* Activity: Starting at the first line of the data, print every line up to and including the one with "width:72px; height:72px; display:grid;", but no pictures.

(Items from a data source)
*** Block opens ***
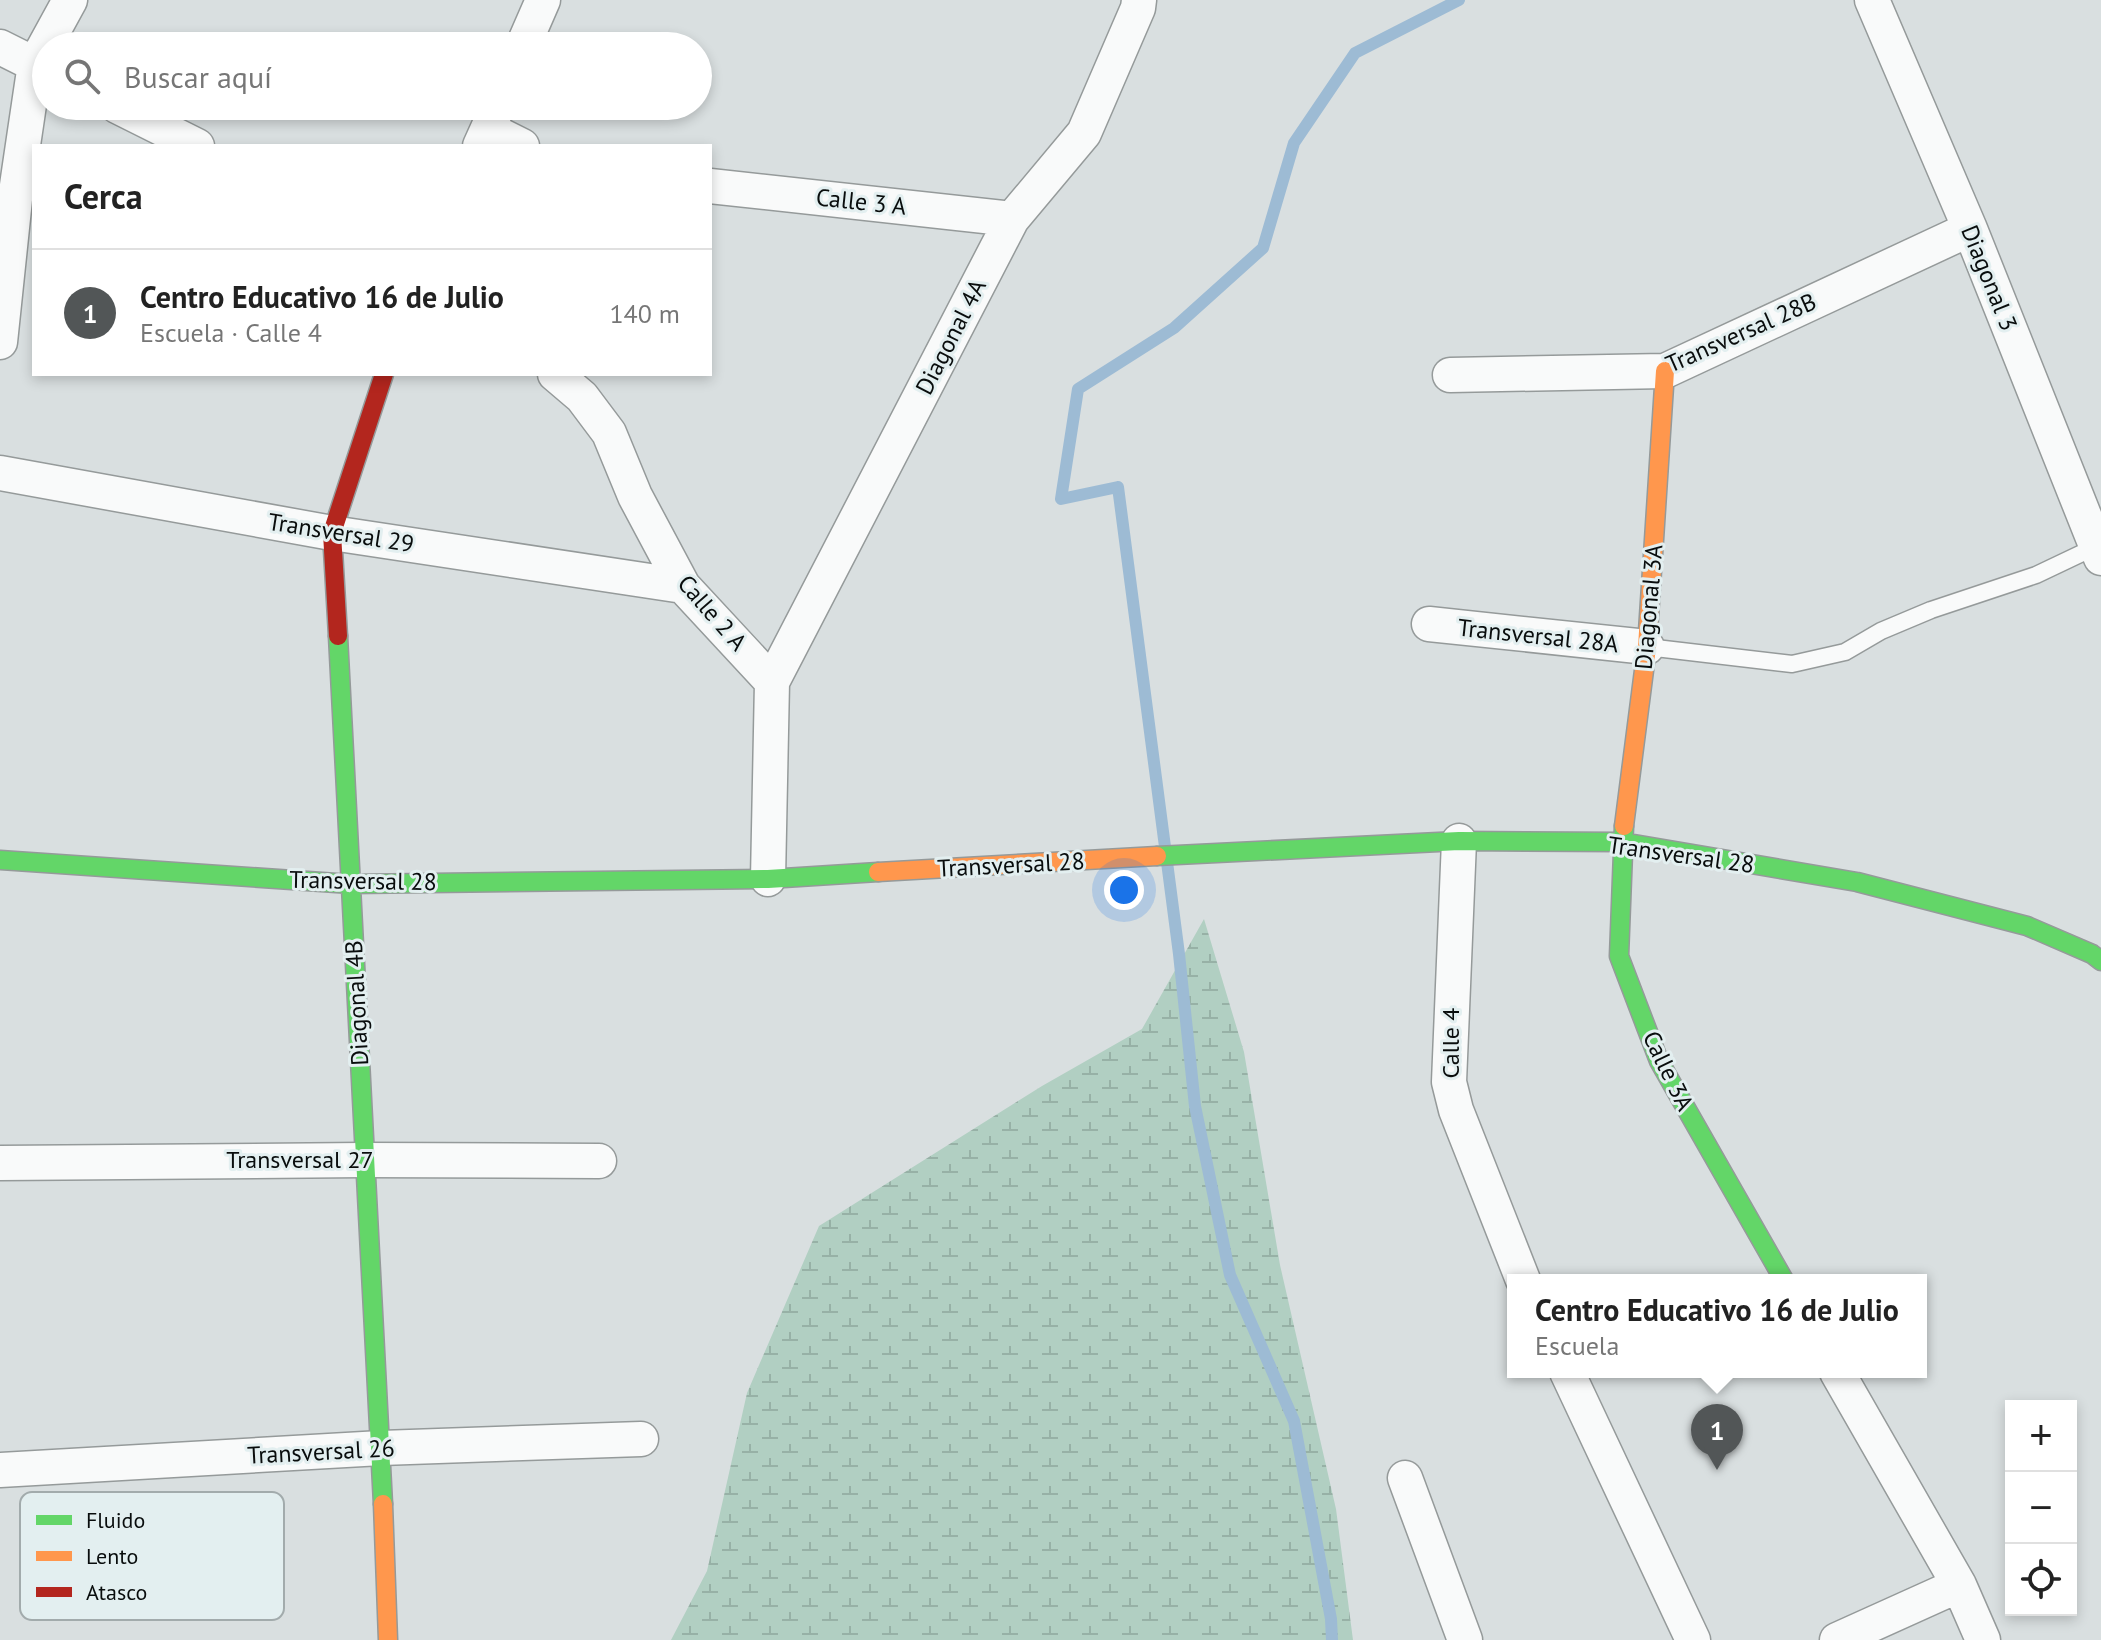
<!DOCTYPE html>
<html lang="es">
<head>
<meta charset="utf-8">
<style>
  :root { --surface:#fff; --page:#f6f6f6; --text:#222; --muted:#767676; --line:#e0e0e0; --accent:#525657 }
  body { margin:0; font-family:"PT Sans",sans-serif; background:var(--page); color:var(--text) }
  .controls { position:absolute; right:24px; bottom:24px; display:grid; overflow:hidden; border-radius:0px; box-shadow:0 4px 12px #0003 }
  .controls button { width:72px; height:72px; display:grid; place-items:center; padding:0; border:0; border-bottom:2px solid var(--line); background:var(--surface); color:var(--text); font:40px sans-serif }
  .you { position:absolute; left:1124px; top:890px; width:28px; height:28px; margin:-20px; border:6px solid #fff; border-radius:50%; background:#1a73e8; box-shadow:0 0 0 12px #1a73e833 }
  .badge { display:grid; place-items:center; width:52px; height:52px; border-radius:50%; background:var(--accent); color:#fff; font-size:26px; font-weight:700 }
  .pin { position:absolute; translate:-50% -66px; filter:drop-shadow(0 2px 4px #0008) }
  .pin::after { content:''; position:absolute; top:42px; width:28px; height:24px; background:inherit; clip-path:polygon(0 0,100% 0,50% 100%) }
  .popup { position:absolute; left:1507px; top:1274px; width:420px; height:104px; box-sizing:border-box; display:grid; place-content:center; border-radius:0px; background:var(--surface); filter:drop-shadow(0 2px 6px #0005); font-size:26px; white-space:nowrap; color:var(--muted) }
  .popup b { font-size:30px; color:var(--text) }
  .popup::after { content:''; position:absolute; left:50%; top:100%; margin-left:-16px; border:16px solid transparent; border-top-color:var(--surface) }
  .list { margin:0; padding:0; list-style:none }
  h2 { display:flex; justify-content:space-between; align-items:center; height:104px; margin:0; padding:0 32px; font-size:34px }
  h2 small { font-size:26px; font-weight:400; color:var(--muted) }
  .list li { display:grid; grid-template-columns:52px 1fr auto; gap:24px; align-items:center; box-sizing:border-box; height:128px; padding:0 32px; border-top:2px solid var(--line) }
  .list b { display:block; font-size:30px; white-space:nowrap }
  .list p { margin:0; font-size:26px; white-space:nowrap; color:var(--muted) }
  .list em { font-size:26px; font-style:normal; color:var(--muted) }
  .icon { flex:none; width:44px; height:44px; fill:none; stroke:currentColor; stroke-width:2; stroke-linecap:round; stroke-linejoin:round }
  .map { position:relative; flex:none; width:2101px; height:1640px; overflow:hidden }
  .search { position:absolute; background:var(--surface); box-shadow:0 4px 12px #0003; left:32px; top:32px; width:680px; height:88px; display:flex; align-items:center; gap:20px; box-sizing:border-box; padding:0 28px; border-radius:44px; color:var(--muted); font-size:30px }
  .panel { position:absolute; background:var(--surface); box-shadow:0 4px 12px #0003; left:32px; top:144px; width:680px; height:232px; border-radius:0px }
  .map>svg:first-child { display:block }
</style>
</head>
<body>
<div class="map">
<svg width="2101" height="1640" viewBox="0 0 2101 1640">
  <defs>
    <pattern id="wetland-marsh" width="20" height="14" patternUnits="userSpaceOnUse" patternTransform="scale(2)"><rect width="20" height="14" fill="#b1cfc2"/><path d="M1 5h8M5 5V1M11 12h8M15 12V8" fill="none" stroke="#97b1a6"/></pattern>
  </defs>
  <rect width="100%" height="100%" fill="#d9dfe0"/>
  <!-- wetland -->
  <path fill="url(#wetland-marsh)" d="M1204,919L1244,1052L1280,1265L1336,1509L1353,1640H671L707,1571L747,1393L819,1226L1042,1086L1142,1029Z"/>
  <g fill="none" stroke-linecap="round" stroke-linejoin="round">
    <!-- stream -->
    <path stroke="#9dbbd4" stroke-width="12" d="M1332,1640L1331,1619L1294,1421L1230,1275L1195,1106L1179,954L1118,487L1061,499L1078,389L1174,328L1263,248L1294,143L1355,53L1459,0"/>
    <!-- lane casing -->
    <g stroke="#959a9a" stroke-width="19">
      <path id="lane" d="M1647,647L1792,664L1845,652L1881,631L1931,610L2036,575L2097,546"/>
    </g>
    <!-- street casing -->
    <g stroke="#959a9a" stroke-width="37">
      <path id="street" d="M1872,0L1970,229L2101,558
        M523,46L543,0
        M0,47L46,70
        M117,106L197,146
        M488,129L522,146
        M480,146L498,106
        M710,186L1012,219
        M0,342L15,199L35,64L70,0
        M555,374L582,397L609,433L635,496L683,586L772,682L768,879
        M1450,375L1665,371L1970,229
        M0,473L332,533L683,586
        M1429,624L1647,647
        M772,682L1012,219L1084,133L1138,8L1139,0
        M1459,841L1449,1082L1456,1110L1523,1280
        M0,1163L364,1160L599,1161
        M1567,1372L1693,1640
        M1837,1372L1959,1585L1983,1640
        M0,1470L381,1448L641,1439
        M1405,1478L1465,1640
        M1837,1640L1959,1585"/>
    </g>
    <!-- fast casing -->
    <g stroke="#959a9a" stroke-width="21">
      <path id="fast" d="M338,636L383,1504
        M1624,826L1619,956L1659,1061L1784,1280
        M1157,856L1459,841L1622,842L1857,882L2027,926L2092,954L2101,961
        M0,860L351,884L768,879L878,872"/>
    </g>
    <!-- slow casing -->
    <g stroke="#959a9a" stroke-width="21">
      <path id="slow" d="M1624,826L1647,647L1665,371
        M878,872L1157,856
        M383,1504L388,1640"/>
    </g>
    <!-- jam casing -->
    <g stroke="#959a9a" stroke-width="21">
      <path id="jam" d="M338,636L332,533L384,374"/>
    </g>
    <!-- lane -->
    <use href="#lane" stroke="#f9fafa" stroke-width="16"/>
    <!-- street -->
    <use href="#street" stroke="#f9fafa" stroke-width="34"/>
    <!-- fast -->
    <use href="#fast" stroke="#63d668" stroke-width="18"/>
    <!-- slow -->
    <use href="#slow" stroke="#ff974d" stroke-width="18"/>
    <!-- jam -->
    <use href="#jam" stroke="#b3261e" stroke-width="18"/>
  </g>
  <g text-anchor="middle" stroke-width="6" stroke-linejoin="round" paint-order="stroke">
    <!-- street labels -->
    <g font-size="24" fill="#090d0d" stroke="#e3eff0">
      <text transform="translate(861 202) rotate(6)" y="8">Calle 3 A</text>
      <text transform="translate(1989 278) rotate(68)" y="8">Diagonal 3</text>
      <text transform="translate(1741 333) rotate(-24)" y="8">Transversal 28B</text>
      <text transform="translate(951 337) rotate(-63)" y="8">Diagonal 4A</text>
      <text transform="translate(341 533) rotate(9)" y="8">Transversal 29</text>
      <text transform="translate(1649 607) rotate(-85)" y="8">Diagonal 3A</text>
      <text transform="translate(712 613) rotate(49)" y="8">Calle 2 A</text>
      <text transform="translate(1538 636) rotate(6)" y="8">Transversal 28A</text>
      <text transform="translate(1681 855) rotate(8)" y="8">Transversal 28</text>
      <text transform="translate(1011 865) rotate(-3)" y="8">Transversal 28</text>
      <text transform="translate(363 881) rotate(1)" y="8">Transversal 28</text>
      <text transform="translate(357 1003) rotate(-93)" y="8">Diagonal 4B</text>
      <text transform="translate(1451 1043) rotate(-90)" y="8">Calle 4</text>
      <text transform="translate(1668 1071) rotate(64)" y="8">Calle 3A</text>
      <text x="300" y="1168">Transversal 27</text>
      <text transform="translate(321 1452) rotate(-3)" y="8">Transversal 26</text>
    </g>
  </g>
  <!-- legend -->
  <rect x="20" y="1492" width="264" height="128" rx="12" fill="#e3eff0" stroke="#a2abac" stroke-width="2"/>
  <rect x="36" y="1515" width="36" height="10" fill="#63d668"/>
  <rect x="36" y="1551" width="36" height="10" fill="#ff974d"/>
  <rect x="36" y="1587" width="36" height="10" fill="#b3261e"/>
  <g font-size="22" fill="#090d0d">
    <text x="86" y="1528">Fluido</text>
    <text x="86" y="1564">Lento</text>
    <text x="86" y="1600">Atasco</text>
  </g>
</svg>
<div class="controls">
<button>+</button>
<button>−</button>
<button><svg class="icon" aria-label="locate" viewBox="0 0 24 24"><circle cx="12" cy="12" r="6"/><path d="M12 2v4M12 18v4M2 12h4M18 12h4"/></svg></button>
</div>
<div class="you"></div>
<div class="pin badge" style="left:1717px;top:1470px">1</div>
<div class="popup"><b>Centro Educativo 16 de Julio</b>Escuela</div>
<div class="search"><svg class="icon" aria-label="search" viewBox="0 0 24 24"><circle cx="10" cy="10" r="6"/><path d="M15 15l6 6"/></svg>Buscar aquí</div>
<section class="panel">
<h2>Cerca<small></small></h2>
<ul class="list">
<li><span class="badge">1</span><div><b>Centro Educativo 16 de Julio</b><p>Escuela · Calle 4</p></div><em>140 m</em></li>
</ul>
</section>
</div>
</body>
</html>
*** Block closes ***
* Output of the task:
<!DOCTYPE html>
<html lang="es">
<head>
<meta charset="utf-8">
<style>
  :root { --surface:#fff; --page:#f6f6f6; --text:#222; --muted:#767676; --line:#e0e0e0; --accent:#525657 }
  body { margin:0; font-family:"PT Sans",sans-serif; background:var(--page); color:var(--text) }
  .controls { position:absolute; right:24px; bottom:24px; display:grid; overflow:hidden; border-radius:0px; box-shadow:0 4px 12px #0003 }
  .controls button { width:72px; height:72px; display:grid; place-items:center; padding:0; border:0; border-bottom:2px solid var(--line); background:var(--surface); color:var(--text); font:40px sans-serif }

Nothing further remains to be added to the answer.